Глеб отрицательно качает головой.

— У меня нет времени.

— Ну тогда мы исправим это сегодня вечером.

Из глубины его груди раздается еще один негромкий смешок, и, возможно, это один из моих самых любимых звуков в мире - наравне с хихиканьем Габби.

Мы садимся на единственный диван напротив телевизора в гостиной, и я открываю доступ к фильмам. О большинстве из них я никогда не слышала. Но когда мой взгляд останавливается на одном из них из моего детства - фильме, который я, наверное, раз пятьдесят смотрела с мамой, я не могу не остановиться на "Принцессе-невесте".

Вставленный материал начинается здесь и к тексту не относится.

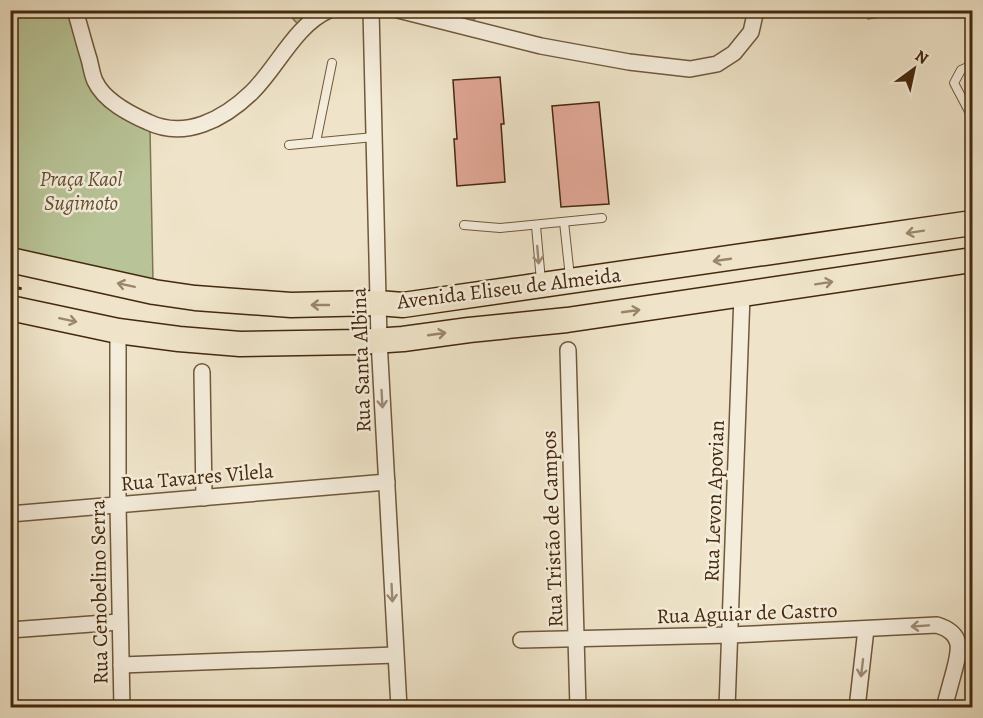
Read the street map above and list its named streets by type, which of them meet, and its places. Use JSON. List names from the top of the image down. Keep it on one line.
{"streets":{"main road":["Avenida Eliseu de Almeida"],"street":["Rua Santa Albina","Rua Tavares Vilela","Rua Levon Apovian","Rua Tristão de Campos","Rua Cenobelino Serra","Rua Aguiar de Castro"]},"crossings":[["Avenida Eliseu de Almeida","Rua Santa Albina"],["Avenida Eliseu de Almeida","Rua Levon Apovian"],["Avenida Eliseu de Almeida","Rua Cenobelino Serra"],["Rua Santa Albina","Rua Tavares Vilela"],["Rua Tavares Vilela","Rua Cenobelino Serra"],["Rua Levon Apovian","Rua Aguiar de Castro"],["Rua Tristão de Campos","Rua Aguiar de Castro"]],"one_way":["Rua Santa Albina"],"parks":["Praça Kaol Sugimoto"],"north":"top right"}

— Как насчет этого? — Предлагаю я, внезапно занервничав, что он не захочет смотреть со мной романтический фильм. — Он вроде бы любовный, но забавный, по крайней мере, мне так казалось, когда я была моложе.

— Конечно, — соглашается он. — Тебе он нравился в детстве?

Я смущенно улыбаюсь.

— Да.

— Тогда это звучит идеально.

Облегчение захлестывает меня, и я стараюсь не слишком вчитываться в его комментарий, пока выбираю фильм.

— Не возражаешь, если я выключу свет? Я понимаю, что ты только что сказал, что тебе не нравится сидеть в темноте, но, по крайней мере, я не совсем незнакомый человек.

Еще один низкий, заманчивый смешок.

— Думаю, я справлюсь.

Вскочив с дивана, я быстро щелкаю выключателем, погружая нас в темноту. Затем я бросаюсь обратно к дивану, чтобы сесть до начала фильма. Я приземляюсь на подушки с большей скоростью, чем предполагала, из-за чего немного сбиваю прицел, и оказываюсь ближе к Глебу, чем планировала.

Наши бедра соприкасаются, а плечи целуются, отчего мое сердце замирает. Глеб не отстраняется от меня, и напряжение между нами разгорается. Я едва осмеливаюсь дышать, медленно сдвигаясь, пытаясь устроиться поудобнее, не нарушая хрупкого равновесия.

Откинувшись назад, я обнаруживаю, что рука Глеба протянута через верхнюю часть дивана позади меня. Он не опускает ее до моих плеч, но в таком положении кажется, что он почти обнимает меня.